Wednesday, February 28, 2018

A brief chat about culture...

I fancy myself a bit of an expert on the culture of organizations.

I led or participated in over 50 Submarine Culture Workshops as a Navy reservist.  The program was adapted from NavyAviation Culture Workshops, something aviators had been doing since the early 1990's, and also is used by the Navy's Surface community.  These events are an intense two days with six two hour sessions conducted with a 15-20 person subset of each level of the crew, going from lowest levels to the highest (deparment head) with in briefs and outbriefs with the Commanding Officer (CO) and his leadership team.

The goal is to provide the CO with actionable insights into the culture of his ship.  My experience is we had great success and submarine COs found our output often validating, sometimes eye opening, but always useful.

In Corporate America, do we truly spend time understanding the culture of our organizations? Is this something we try to cultivate? Is the modern corporation just too big to develop a meaningful culture? A submarine has a crew of maybe 150 people, but can we develop a single culture in an organization of 5,000, 10,000, 300,000 people?

Having worked in companies of these sizes, I have observed that yes, they all had particular corporate cultures.  Those developed over many years, and became part of the DNA of the company.  Of course, as company size increases, sub-cultures spring up and take root.  They tend to contain elements of the core culture, but develop their own tentacles and peculiarities.  Mergers and acquisitions create changes and conflict and sometimes they mesh, and sometimes they don't.  Culture clashes can be the biggest impediment to a successful merger.  Corporate re-organizations often don't seem to take enough stock of the clash of cultures from the changes.  And people wonder why they fail.

Is your management aware of the culture of your organization? What do they do to cultivate a particular culture? Is this something that is even on their radar?

Since my audience is Asset Managers, and IT beyond that - does your management understand the culture of your organization or department? Is it something they think about when hiring people, when analyzing problems? When reviewing projects?

Your culture can be a make or break proposition. 

I have observed that the highest performing submarines generally had cultures that we would describe as positive and people-centered. Leadership teams who take an active interest in their people and who truly listen and communicate back to their crews, simply succeed.  It is possible for hard driving leaders to achieve results, but often it comes at the expense of a culture that borders on toxic, and that may be held together simply by the will of a layer of management lower who shields others from that toxicity.  These examples don't stand the test of time.  Burnout occurs or accidents happen.  People move on to other careers (in these cases, they leave the service). It's a dangerous strategy to pursue.

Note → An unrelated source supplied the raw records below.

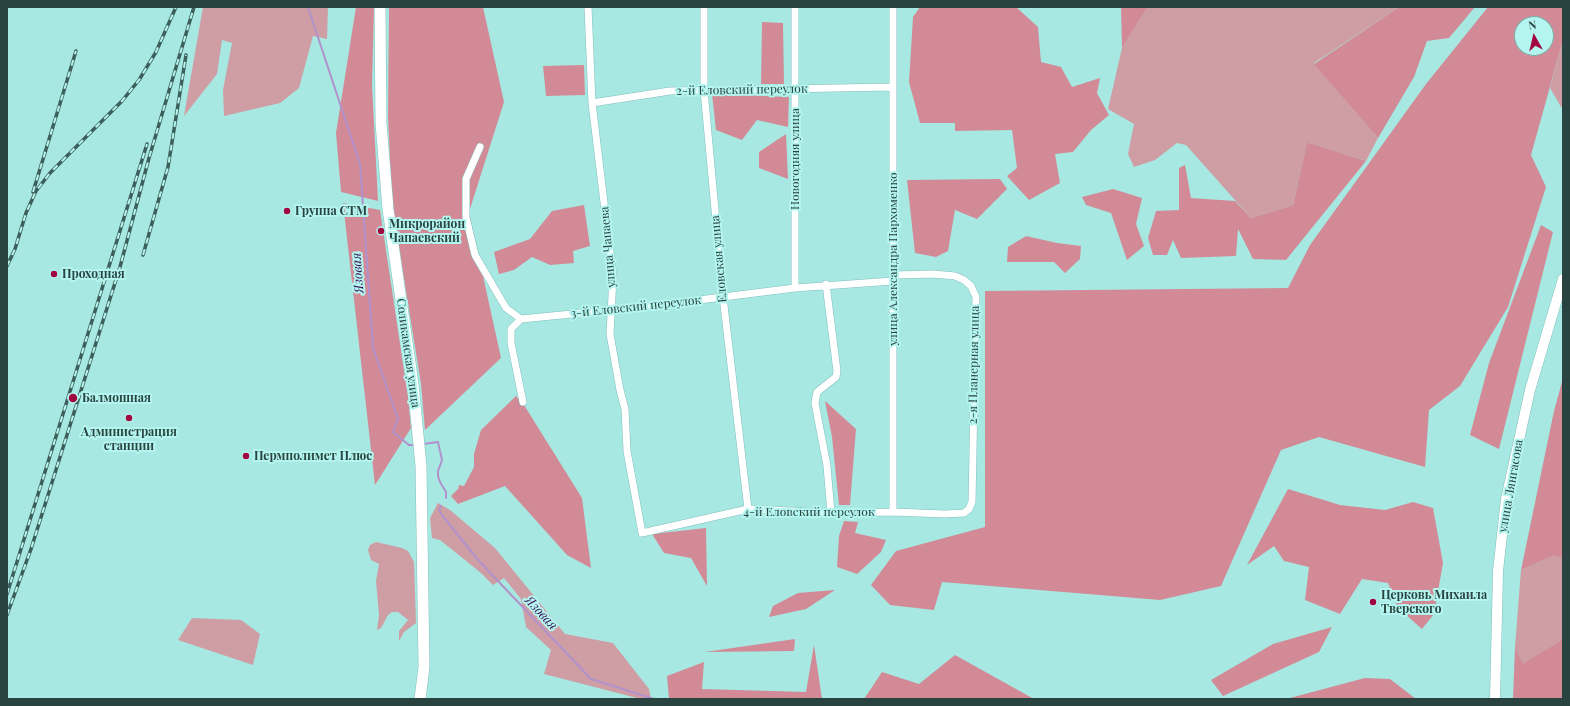 <!DOCTYPE html>
<html>
<head>
<meta charset="utf-8">
<style>
	body { margin:0 }
	#map { position:relative; width:1570px; height:706px; overflow:hidden; background:#a7e8e2; font-family:"Playfair Display",serif }
	canvas { display:block }
	.frame { position:absolute; inset:0; border:8px solid #284340; pointer-events:none }
	.north { position:absolute; left:1514px; top:16px; width:40px; height:40px; box-sizing:border-box; background:#b4f5ef; border:1px solid #7caea9; border-radius:50%; rotate:352deg; font-size:11px; font-weight:700; line-height:16px; text-align:center; color:#284340 }
	.north::after { content:''; display:block; margin:auto; width:14px; height:18px; background:#a20641; clip-path:polygon(50% 0,100% 100%,50% 72%,0 100%) }
</style>
</head>
<body>
<div id="map">
<canvas width="1570" height="706"></canvas>
<div class="frame"></div>
<div class="north">N</div>
</div>
<script>
const g = document.querySelector('canvas').getContext('2d');
g.lineJoin = 'round';
function fill(path, color) { g.fillStyle = color; g.fill(path, 'evenodd'); }
const shape = rows => new Path2D(rows.map(r => 'M' + r).join(''));
function trace(path, color, width, dash) { g.strokeStyle = color; g.lineWidth = width; g.lineCap = dash ? 'butt' : 'round'; g.setLineDash(dash || []); g.stroke(path); }
function label(font, color, halo, rows, align = 'center') {
  g.font = font + ' "Playfair Display",serif'; g.lineWidth = 4; g.setLineDash([]); g.textBaseline = 'middle'; g.strokeStyle = halo; g.fillStyle = color; for (const [text, x, y, turn = 0] of rows) {
    g.save(); g.translate(x, y); g.rotate((+turn || 0) * Math.PI / 180); g.textAlign = isNaN(turn) ? turn : align; if (halo) g.strokeText(text, 0, 0); g.fillText(text, 0, 0); g.restore();
  }
}
const green = shape([
	[203,7,328,7,327,39,313,36,299,88,280,103,224,116,223,90,232,43,222,40,217,74,184,116],
	[1148,7,1399,7,1314,63,1378,138,1366,161,1307,142,1293,205,1251,218,1186,145,1177,143,1155,160,1134,167,1128,154,1134,124,1108,109,1122,48],
	[1563,40,1563,107,1561,107,1550,88],
	[438,503,450,510,495,548,565,634,613,643,649,689,651,699,641,699,544,674,551,650,526,627,521,599,504,578,493,585,481,573,440,540,432,538,430,518],
	[376,542,402,548,408,551,414,562,416,623,404,632,399,641,399,631,408,620,398,612,392,612,388,615,381,628,377,630,379,615,376,581,379,564,371,560,368,550,370,545],
	[1553,556,1563,558,1563,639,1523,665,1515,647,1521,570],
	[192,618,241,620,260,634,253,665,178,640]
]);
const forest = shape([
	[356,7,374,7,372,85,378,201,341,192,336,133],
	[389,7,483,7,504,102,469,212,501,358,425,430,421,384,392,204,388,116],
	[920,7,1016,7,1038,27,1041,62,1061,67,1072,87,1100,78,1097,93,1109,115,1091,130,1073,152,1055,154,1060,183,1029,200,1007,176,1017,168,1012,130,955,131,955,123,920,123,909,82,913,17],
	[1121,7,1148,7,1122,48],
	[1399,7,1475,7,1449,38,1427,41,1414,77,1378,138,1314,64],
	[1488,7,1563,7,1563,40,1531,155,1546,187,1508,307,1460,386,1429,410,1425,467,1319,437,1281,450,1221,586,1160,600,942,582,934,610,890,605,871,585,896,551,985,527,985,291,1288,288,1310,245,1426,84],
	[1522,24,1546,24,1546,48,1522,48],
	[762,22,783,23,784,84,761,84],
	[584,65,585,95,546,96,543,66],
	[712,94,789,97,788,127,757,120,742,140,716,130],
	[786,134,788,179,759,168,759,152],
	[1307,142,1366,161,1286,260,1253,259,1238,229,1236,256,1181,258,1173,240,1167,255,1153,255,1148,238,1156,211,1179,210,1179,168,1185,165,1191,198,1235,201,1251,218,1293,205],
	[1000,179,1007,189,977,219,955,210,948,251,936,257,915,253,907,180],
	[1113,189,1142,198,1136,224,1144,246,1127,260,1111,213,1086,205,1082,197],
	[343,203,380,210,408,397,411,428,375,485],
	[584,205,590,246,573,251,574,263,550,265,532,257,514,270,499,274,494,252,530,239,552,211],
	[1541,225,1553,232,1499,449,1470,435,1489,363],
	[1026,236,1057,243,1081,246,1080,259,1065,273,1054,262,1007,262,1008,247],
	[1563,378,1563,558,1553,556,1521,570,1554,411],
	[516,396,524,405,582,498,591,568,567,555,505,486,458,504,451,496,458,489,459,485,464,486,474,467,474,454,481,430],
	[825,401,856,429,850,505,839,505,832,437],
	[1288,489,1340,505,1385,510,1413,502,1433,508,1443,563,1434,614,1422,629,1398,608,1388,583,1362,579,1340,614,1305,600,1309,567,1284,561,1274,546,1247,565],
	[844,521,858,522,855,533,886,540,881,552,857,574,837,567,839,536],
	[706,528,707,586,691,558,664,553,652,534],
	[835,590,806,609,769,617,773,606,798,593],
	[1332,627,1319,652,1223,696,1211,680,1273,644],
	[795,639,794,651,705,652],
	[1563,639,1563,699,1513,699,1515,647,1523,664],
	[814,645,822,699,669,699,667,676,704,662,702,689,806,692],
	[955,655,1034,699,864,699,882,672,919,684],
	[1365,678,1390,679,1416,699,1286,699]
]);
const stream = shape([
	[308,7,360,164,373,348,398,419,393,432,409,445,415,445],
	[423,444,438,442,442,460,438,471,438,476,440,482,446,492,446,498],
	[441,506,439,510,442,515,479,561,591,679,654,699],
	[1431,699,1436,699]
]);
const minor = shape([
	[588,7,592,103,613,277,610,334,620,390,625,409,627,451,642,533,748,509,831,513,893,512,945,514,964,513,969,509,972,502,976,297,971,286,964,280,955,276,933,274,894,275],
	[704,7,704,90,723,297,748,509],
	[592,103,670,91,892,87],
	[480,147,466,179,466,217,475,255,506,308,521,319],
	[826,284,837,371,836,377,817,392,815,403,827,466,831,513],
	[795,288,795,7],
	[521,319,643,307,795,288,893,281],
	[521,319,511,329,511,343,523,402],
	[893,512,893,7]
]);
const secondary = shape([
	[1495,699,1498,571,1506,499,1530,390,1563,279]
]);
const primary = shape([
	[380,7,381,123,388,209,413,384,421,466,424,667,420,699]
]);
const rail = shape([
	[33,192,76,51],
	[143,255,168,167,186,55],
	[7,266,15,249,26,213,36,191,50,173,122,101,139,80,156,52,176,7],
	[7,594,147,144],
	[7,615,31,549,120,267,149,158,194,7]
]);
const markers = [
	[287,211,4,"#a20641"],
	[381,231,4,"#a20641"],
	[54,274,4,"#a20641"],
	[73,398,5,"#a20641"],
	[129,418,4,"#a20641"],
	[246,456,4,"#a20641"],
	[1373,602,4,"#a20641"]
];
const streetNames = [
	["2-й Еловский переулок",742,90,-1],
	["Новогодняя улица",795,159,-90],
	["улица Чапаева",608,247,-95],
	["Еловская улица",719,259,-95],
	["улица Александра Пархоменко",893,259,-90],
	["3-й Еловский переулок",636,307,-6],
	["Соликамская улица",408,353,82],
	["2-я Планерная улица",974,365,-89],
	["улица Лянгасова",1511,486,-80],
	["4-й Еловский переулок",809,512]
];
const poiNames = [
	["Группа СТМ",295,211],
	["Микрорайон",389,224],
	["Чапаевский",389,238],
	["Проходная",62,274],
	["Балмошная",82,398],
	["Администрация",129,432,"center"],
	["станции",129,446,"center"],
	["Пермполимет Плюс",254,456],
	["Церковь Михаила",1381,595],
	["Тверского",1381,609]
];
const waterNames = [
	["Язовая",358,273,-94],
	["Язовая",541,613,47]
];
fill(green, '#cf9da4');
fill(forest, '#d28b96');
trace(stream, '#b192cb', 2);
trace(minor, '#81c0bb', 8);
trace(secondary, '#81c0bb', 11);
trace(primary, '#81c0bb', 12);
trace(minor, '#fff', 7);
trace(secondary, '#fff', 10);
trace(primary, '#fff', 11);
trace(rail, '#3d5f5b', 3.5);
trace(rail, '#b4f5ef', 2, [6]);
for (const [x, y, r, color] of markers) { const dot = new Path2D(); dot.arc(x, y, r, 0, 2 * Math.PI); g.fillStyle = color; g.fill(dot); trace(dot, '#b4f5ef', 1.5); }
label('12px', '#284340', '#b4f5ef', streetNames);
label('bold 12px', '#284340', '#b4f5ef', poiNames, 'left');
label('italic 13px', '#3c1256', '#b4f5ef', waterNames);
</script>
</body>
</html>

What's this have to do with IT Asset Management?

I've railed that tools are not the be-all, end-all for asset management.  I consider leadership commitment to be another essential element for ITAM success.  At the highest level of your organization.  You require a culture that respects and understands the benefits that professional ITAM brings.  You require leadership's trust in you, and you need to trust them.

The good news is that culture can change.  But culture changes require an understanding of where you are now, and the leadership commitment to change and move to a better place. 

Do you understand and can you describe the culture of your organization? 
Can your management? 
Is your culture the kind where ITAM thrives, or is it one where ITAM is either barely acknowledged, or pigeonholed or forgotten entirely?
Does your company have a Chief Culture Officer? Is this person effective?

Best to be honest about addressing this.  If you're in a situation where your culture is holding your team back, you need to have a discussion with your management and get it fixed (or, God forbid, move on).  Odds are it is not just the ITAM team being impacted.  One of the things I most heard when conducting workshops was "It was nice learning that other shipmates felt the same way I did." 

When we're all working in our own little corners of the organization, we don't talk enough to each other to understand that we may have serious issues of communications, trust, etc that impact us all.  Culture workshops bring people together to expose these issues, and I recommend it.  But, you can achieve the same by talking to people.

If you're fortunate enough to be in an organization with a culture that breeds success, good for you.  Remember what that looks like, and how it happens, because if you find yourself elsewhere, your experience may be required to change the next place.